For the entries below, report the number of lines where the string "Vinařská" appears, and only that number.

Stored data:
########

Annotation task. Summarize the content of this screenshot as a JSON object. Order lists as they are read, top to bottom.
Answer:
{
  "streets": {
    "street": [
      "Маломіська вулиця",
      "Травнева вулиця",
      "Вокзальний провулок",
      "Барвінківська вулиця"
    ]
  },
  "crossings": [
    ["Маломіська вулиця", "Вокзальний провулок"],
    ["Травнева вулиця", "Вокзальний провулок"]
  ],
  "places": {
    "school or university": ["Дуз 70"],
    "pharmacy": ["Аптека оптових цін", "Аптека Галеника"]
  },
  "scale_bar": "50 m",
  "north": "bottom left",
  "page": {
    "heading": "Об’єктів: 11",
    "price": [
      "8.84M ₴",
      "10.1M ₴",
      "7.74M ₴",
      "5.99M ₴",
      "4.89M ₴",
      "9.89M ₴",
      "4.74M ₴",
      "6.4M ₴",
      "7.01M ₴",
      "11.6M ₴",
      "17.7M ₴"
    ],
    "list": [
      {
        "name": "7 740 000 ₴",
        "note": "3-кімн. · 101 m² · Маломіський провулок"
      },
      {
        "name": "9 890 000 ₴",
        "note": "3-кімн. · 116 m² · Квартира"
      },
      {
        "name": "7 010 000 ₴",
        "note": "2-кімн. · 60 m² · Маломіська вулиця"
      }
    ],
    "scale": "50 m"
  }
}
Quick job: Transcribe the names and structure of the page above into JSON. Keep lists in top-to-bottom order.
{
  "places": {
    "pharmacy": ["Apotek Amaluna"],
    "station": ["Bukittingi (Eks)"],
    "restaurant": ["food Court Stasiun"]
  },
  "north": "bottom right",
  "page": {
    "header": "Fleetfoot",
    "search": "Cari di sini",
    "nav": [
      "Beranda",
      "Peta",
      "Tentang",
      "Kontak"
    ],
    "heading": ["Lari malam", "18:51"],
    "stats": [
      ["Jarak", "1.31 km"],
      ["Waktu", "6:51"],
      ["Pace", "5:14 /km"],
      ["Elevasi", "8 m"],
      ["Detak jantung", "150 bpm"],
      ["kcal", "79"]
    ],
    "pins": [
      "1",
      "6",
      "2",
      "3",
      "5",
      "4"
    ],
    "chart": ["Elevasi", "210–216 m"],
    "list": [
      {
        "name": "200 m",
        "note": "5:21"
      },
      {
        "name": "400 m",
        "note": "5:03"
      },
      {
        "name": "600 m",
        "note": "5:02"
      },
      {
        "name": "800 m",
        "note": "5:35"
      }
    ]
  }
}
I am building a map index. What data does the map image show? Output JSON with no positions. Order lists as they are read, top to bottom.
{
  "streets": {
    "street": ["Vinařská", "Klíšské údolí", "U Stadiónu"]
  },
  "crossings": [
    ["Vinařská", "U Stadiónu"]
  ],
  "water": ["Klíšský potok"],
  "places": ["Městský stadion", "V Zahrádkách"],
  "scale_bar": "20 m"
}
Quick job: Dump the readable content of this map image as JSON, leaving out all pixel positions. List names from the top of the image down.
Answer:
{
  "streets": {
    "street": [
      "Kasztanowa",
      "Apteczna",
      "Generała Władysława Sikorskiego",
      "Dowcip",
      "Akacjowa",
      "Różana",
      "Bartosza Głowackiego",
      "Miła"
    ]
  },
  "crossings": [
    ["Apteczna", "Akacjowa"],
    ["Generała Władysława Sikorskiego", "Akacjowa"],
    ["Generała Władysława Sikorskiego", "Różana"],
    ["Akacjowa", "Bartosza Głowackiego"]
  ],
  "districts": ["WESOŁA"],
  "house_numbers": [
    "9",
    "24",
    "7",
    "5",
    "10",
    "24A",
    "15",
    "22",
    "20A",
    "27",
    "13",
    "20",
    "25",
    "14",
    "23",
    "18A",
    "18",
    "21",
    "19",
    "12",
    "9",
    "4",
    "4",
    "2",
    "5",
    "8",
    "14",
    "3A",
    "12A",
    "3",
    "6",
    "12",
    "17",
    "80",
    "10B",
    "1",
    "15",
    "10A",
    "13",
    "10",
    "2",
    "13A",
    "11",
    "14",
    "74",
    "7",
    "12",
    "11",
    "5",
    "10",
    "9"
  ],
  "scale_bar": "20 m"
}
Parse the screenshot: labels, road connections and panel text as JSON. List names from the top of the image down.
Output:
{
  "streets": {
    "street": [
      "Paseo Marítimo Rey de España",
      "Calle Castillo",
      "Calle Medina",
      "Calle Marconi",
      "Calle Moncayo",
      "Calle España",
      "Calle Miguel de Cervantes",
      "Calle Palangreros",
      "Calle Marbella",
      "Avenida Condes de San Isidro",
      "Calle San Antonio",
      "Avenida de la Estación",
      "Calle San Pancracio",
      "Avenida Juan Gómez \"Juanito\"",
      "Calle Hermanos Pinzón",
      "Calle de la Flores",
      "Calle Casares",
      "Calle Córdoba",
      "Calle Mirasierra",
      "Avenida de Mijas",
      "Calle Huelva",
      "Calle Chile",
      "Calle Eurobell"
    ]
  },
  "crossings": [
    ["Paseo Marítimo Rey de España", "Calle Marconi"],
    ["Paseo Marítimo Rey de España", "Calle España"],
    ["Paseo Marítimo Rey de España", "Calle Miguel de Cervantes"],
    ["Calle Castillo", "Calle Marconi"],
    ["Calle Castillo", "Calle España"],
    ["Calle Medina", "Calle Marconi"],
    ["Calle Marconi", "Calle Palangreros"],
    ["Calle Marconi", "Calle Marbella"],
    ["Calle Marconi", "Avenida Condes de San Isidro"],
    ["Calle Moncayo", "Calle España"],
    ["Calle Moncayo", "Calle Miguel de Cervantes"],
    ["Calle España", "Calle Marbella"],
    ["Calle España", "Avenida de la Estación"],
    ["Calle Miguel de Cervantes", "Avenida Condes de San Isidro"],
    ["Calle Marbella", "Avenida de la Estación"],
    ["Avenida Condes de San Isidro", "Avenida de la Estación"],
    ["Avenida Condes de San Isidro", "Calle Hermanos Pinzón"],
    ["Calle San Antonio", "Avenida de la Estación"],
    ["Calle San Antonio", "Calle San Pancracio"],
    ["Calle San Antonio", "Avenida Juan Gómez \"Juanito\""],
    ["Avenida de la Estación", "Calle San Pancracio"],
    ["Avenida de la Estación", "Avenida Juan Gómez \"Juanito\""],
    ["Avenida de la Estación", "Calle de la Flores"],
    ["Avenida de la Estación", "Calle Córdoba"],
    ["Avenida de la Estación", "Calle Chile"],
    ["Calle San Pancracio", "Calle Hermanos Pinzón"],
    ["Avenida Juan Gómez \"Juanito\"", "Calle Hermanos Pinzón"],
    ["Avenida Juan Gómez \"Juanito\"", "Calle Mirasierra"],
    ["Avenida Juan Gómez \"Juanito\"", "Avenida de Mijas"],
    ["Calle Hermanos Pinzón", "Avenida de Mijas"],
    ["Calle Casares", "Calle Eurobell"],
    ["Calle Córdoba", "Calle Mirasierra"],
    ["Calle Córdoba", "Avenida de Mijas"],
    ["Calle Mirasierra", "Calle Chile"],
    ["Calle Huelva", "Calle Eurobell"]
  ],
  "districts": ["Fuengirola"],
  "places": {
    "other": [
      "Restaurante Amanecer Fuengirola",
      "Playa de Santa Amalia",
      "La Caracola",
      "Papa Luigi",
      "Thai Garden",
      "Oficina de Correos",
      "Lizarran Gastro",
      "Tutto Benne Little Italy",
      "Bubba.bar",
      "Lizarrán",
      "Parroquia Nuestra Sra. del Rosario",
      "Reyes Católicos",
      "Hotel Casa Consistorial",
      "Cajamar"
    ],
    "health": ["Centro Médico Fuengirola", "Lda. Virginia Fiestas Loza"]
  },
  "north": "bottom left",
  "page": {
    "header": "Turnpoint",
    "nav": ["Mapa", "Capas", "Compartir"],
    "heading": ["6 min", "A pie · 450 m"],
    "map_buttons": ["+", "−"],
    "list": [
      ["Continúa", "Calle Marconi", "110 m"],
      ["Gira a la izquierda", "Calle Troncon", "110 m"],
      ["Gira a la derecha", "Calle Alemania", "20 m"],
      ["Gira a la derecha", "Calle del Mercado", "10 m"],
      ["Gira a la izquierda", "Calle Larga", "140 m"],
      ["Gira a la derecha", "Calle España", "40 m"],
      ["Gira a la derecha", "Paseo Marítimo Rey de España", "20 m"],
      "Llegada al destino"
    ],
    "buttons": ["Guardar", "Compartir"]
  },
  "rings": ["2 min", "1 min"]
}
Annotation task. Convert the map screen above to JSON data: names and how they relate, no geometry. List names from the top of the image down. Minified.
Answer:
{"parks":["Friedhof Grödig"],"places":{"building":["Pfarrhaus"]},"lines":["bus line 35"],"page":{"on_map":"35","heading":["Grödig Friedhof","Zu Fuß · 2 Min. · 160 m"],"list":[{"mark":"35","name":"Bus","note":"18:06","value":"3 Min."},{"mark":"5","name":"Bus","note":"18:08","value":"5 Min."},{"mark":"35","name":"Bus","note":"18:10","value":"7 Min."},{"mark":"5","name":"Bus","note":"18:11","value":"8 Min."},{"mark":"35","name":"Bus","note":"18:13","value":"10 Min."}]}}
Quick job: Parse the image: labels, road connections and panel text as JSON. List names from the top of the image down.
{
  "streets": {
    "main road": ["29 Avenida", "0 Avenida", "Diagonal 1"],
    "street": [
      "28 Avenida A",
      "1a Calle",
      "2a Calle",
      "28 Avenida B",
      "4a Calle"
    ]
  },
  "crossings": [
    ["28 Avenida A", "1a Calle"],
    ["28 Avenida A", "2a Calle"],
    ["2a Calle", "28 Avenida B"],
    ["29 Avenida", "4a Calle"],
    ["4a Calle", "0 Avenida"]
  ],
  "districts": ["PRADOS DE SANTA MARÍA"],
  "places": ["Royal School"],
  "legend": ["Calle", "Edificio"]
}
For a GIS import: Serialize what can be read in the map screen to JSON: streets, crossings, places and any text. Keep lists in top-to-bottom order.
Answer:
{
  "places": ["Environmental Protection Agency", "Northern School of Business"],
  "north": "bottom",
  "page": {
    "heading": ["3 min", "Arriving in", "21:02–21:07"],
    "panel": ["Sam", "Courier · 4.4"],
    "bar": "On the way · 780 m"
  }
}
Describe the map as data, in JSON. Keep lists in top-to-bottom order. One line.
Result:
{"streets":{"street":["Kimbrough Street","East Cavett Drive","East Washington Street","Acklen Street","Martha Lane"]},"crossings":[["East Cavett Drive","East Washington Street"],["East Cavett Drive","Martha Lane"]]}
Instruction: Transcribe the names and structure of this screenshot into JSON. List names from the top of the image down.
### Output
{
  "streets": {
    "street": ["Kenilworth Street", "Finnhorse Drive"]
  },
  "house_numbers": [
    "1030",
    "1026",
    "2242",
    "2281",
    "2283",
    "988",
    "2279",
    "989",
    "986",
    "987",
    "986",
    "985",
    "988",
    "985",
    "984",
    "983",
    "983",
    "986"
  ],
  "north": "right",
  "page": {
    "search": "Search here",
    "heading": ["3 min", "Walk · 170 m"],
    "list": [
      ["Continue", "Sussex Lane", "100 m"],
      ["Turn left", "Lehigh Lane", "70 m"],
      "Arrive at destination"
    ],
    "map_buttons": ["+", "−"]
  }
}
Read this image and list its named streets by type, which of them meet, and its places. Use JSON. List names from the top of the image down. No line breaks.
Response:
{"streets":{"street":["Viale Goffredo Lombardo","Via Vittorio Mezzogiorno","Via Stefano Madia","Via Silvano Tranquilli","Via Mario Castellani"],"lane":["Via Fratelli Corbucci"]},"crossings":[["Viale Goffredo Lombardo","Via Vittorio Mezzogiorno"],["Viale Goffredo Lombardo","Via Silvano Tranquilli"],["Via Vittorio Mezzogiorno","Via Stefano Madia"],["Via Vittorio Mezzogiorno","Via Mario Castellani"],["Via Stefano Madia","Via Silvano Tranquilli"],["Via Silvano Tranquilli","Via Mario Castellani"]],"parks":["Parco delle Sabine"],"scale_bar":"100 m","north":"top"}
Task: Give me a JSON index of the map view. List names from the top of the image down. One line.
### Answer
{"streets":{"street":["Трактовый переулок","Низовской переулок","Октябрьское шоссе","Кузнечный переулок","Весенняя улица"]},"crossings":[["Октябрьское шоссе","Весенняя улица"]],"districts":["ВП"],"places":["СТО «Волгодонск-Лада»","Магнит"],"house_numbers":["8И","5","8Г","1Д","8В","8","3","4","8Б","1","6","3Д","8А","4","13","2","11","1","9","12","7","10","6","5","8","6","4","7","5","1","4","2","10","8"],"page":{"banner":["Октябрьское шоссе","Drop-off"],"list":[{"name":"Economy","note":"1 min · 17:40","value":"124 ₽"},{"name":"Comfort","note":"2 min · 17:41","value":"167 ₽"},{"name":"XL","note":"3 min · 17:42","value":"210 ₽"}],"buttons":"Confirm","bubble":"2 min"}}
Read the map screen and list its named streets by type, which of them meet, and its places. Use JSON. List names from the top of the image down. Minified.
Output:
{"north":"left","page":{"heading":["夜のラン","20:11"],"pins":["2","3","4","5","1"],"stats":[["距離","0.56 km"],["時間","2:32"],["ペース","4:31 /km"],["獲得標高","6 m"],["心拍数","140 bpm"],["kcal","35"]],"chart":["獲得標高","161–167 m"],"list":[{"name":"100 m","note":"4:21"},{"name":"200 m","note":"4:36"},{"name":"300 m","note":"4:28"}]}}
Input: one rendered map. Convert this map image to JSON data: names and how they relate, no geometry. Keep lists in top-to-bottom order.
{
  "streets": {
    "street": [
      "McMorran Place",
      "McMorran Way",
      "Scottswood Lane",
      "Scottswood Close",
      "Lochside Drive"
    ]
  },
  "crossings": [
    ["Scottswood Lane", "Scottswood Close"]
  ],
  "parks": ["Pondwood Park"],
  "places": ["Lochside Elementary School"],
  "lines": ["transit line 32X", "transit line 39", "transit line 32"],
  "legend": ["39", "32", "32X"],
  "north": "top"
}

########

Written response: 2